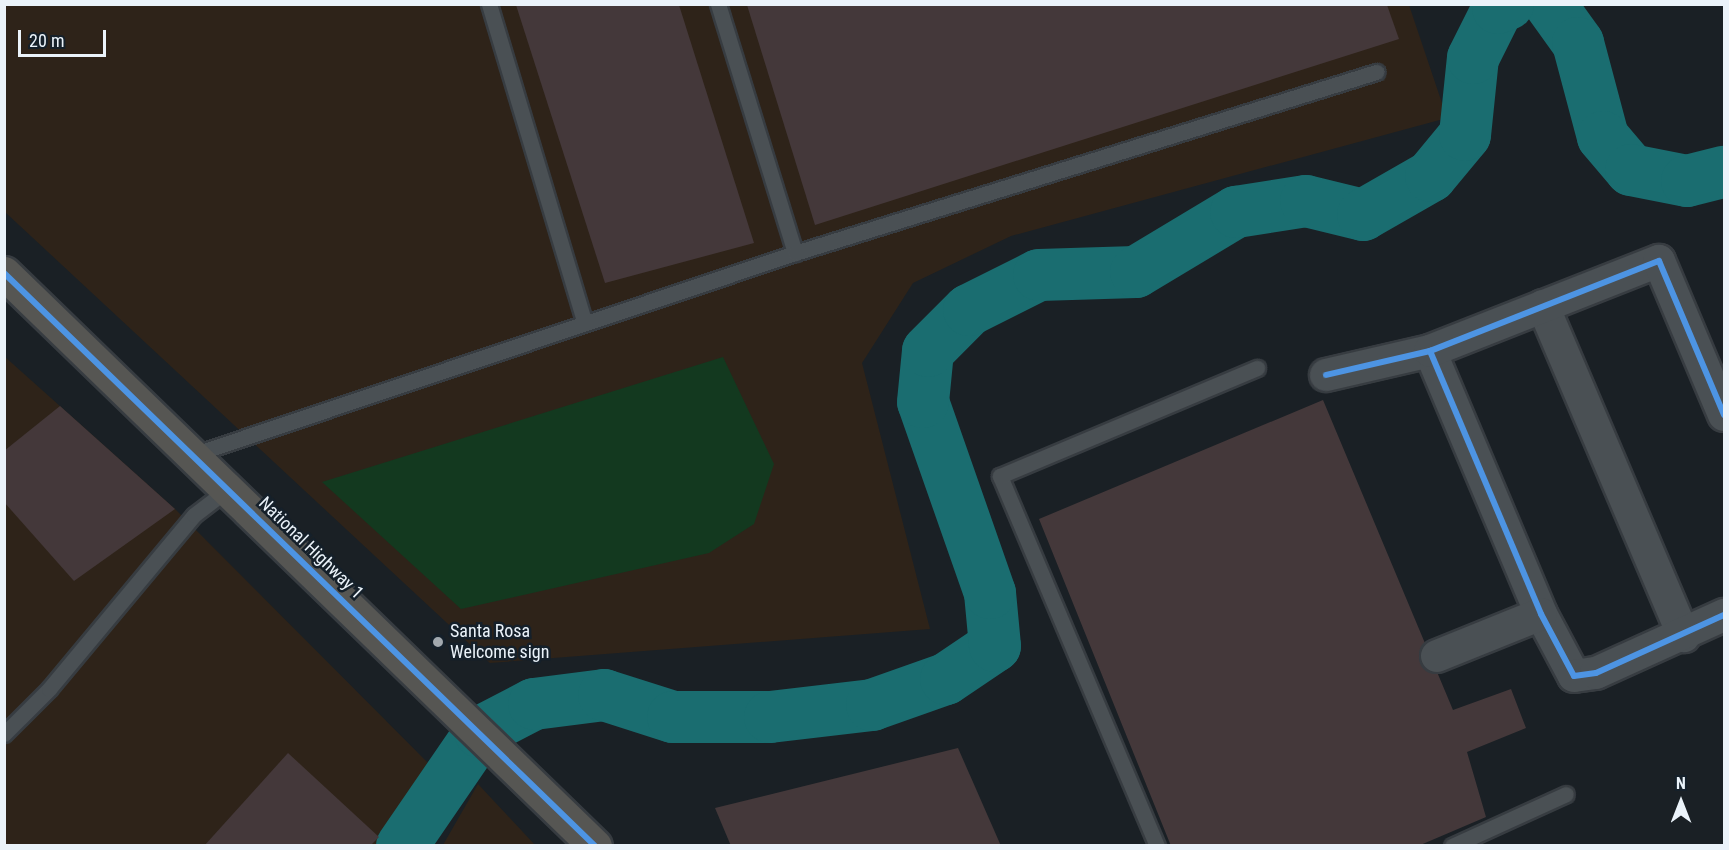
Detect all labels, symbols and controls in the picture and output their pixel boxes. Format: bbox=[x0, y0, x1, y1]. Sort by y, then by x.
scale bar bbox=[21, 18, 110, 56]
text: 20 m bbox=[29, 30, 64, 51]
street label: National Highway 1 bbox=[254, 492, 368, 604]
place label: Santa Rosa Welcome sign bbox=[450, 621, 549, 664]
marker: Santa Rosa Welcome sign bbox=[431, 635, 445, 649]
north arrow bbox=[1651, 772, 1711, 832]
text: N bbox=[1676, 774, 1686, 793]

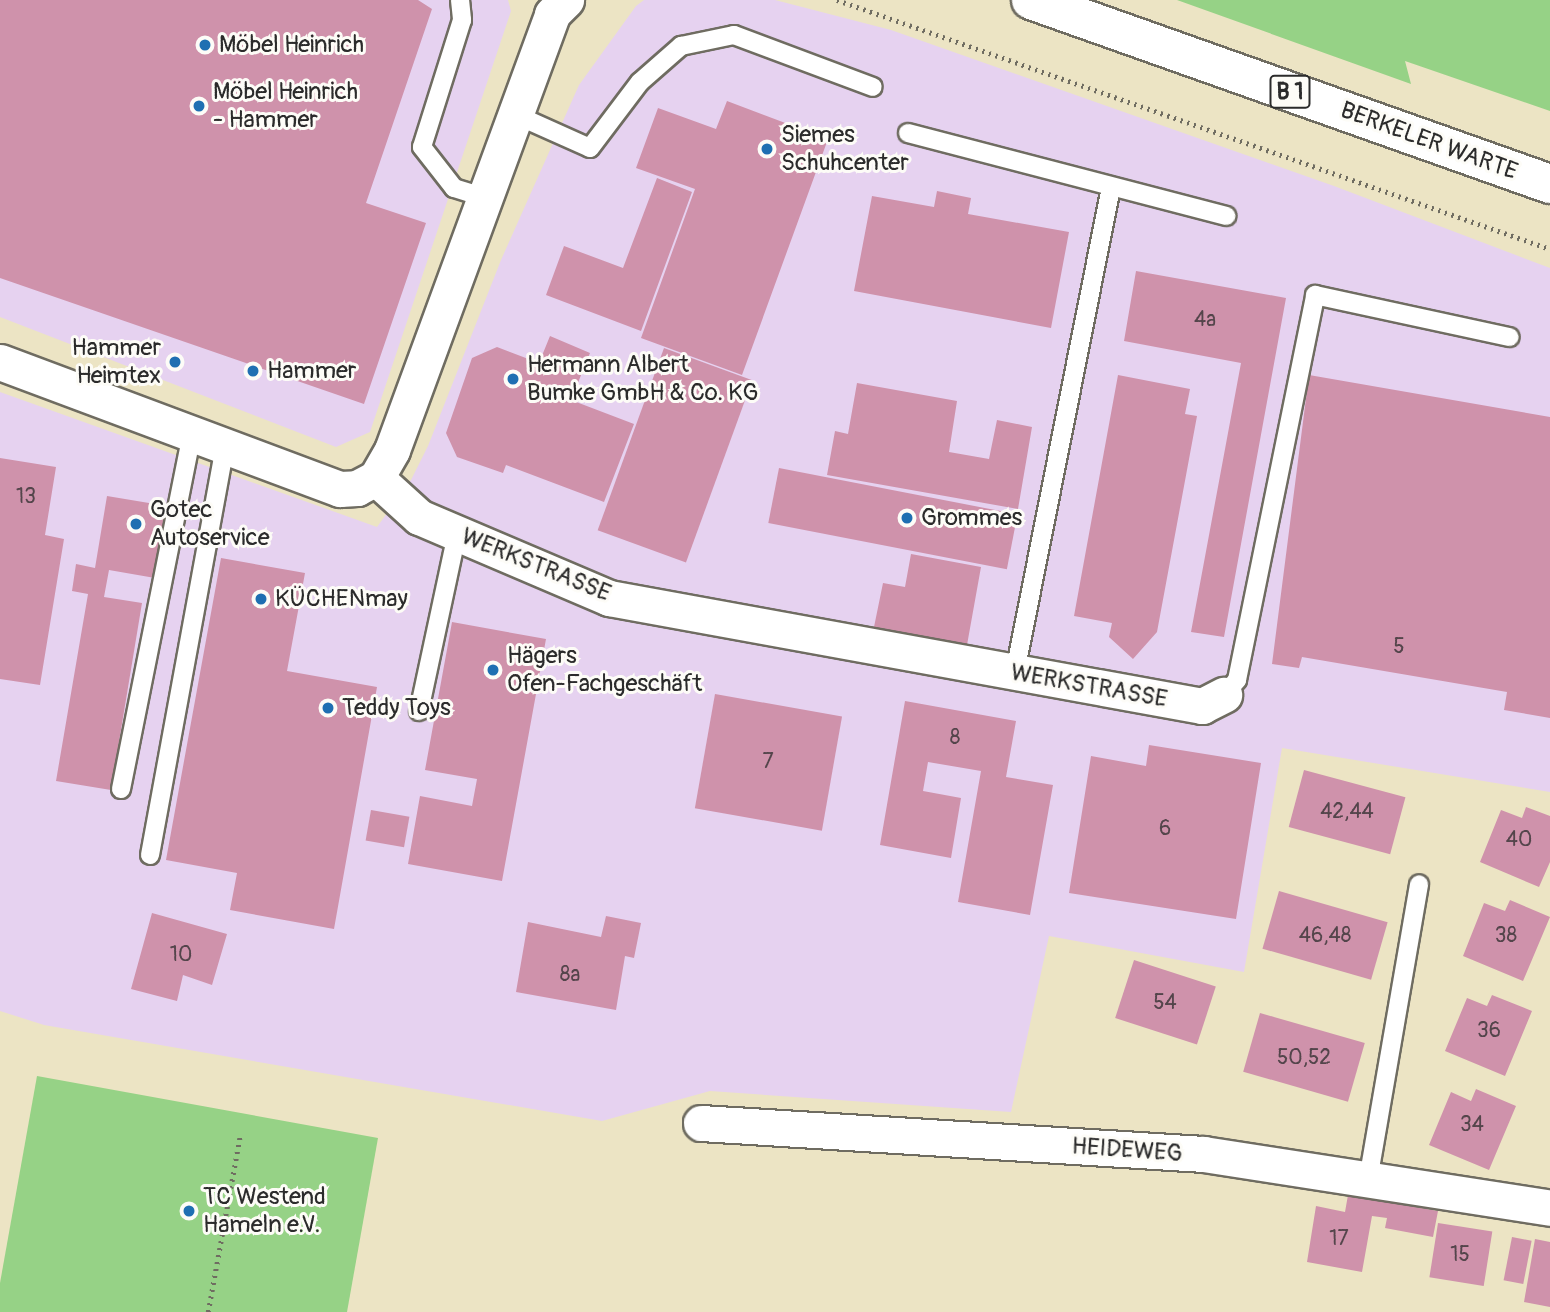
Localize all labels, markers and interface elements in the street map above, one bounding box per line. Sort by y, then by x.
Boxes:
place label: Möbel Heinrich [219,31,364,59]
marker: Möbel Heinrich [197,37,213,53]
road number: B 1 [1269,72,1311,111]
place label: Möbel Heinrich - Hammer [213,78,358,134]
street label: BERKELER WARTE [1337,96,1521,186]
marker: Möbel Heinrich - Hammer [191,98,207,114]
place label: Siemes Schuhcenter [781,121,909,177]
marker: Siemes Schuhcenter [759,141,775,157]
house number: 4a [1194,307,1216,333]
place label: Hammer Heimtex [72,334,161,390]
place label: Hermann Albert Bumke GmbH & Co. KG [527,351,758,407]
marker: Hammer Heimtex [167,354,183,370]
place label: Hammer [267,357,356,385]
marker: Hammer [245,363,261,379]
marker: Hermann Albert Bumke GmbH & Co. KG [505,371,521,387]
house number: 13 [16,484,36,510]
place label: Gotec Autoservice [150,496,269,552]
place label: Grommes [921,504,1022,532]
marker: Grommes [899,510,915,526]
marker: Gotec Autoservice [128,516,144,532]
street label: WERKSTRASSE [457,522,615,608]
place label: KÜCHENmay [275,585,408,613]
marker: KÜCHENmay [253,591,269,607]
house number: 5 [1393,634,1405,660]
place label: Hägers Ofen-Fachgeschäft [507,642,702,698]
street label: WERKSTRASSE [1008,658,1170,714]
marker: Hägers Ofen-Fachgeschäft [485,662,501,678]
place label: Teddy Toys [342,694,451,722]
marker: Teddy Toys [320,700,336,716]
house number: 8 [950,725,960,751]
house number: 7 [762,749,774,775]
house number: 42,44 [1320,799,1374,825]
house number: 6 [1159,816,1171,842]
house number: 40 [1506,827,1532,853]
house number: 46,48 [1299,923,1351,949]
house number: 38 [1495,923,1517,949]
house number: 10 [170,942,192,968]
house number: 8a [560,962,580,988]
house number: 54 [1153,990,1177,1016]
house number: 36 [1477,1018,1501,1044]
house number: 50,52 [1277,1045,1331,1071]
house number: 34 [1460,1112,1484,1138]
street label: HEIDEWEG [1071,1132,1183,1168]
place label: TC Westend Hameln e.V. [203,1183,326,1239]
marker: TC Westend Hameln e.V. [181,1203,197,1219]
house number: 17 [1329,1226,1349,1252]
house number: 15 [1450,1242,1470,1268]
------------------------------------------------------------
Every line holding the string "Ofen" should be copied here, so please find those lines in the data.

Output of the exercise:
place label: Hägers Ofen-Fachgeschäft [507,642,702,698]
marker: Hägers Ofen-Fachgeschäft [485,662,501,678]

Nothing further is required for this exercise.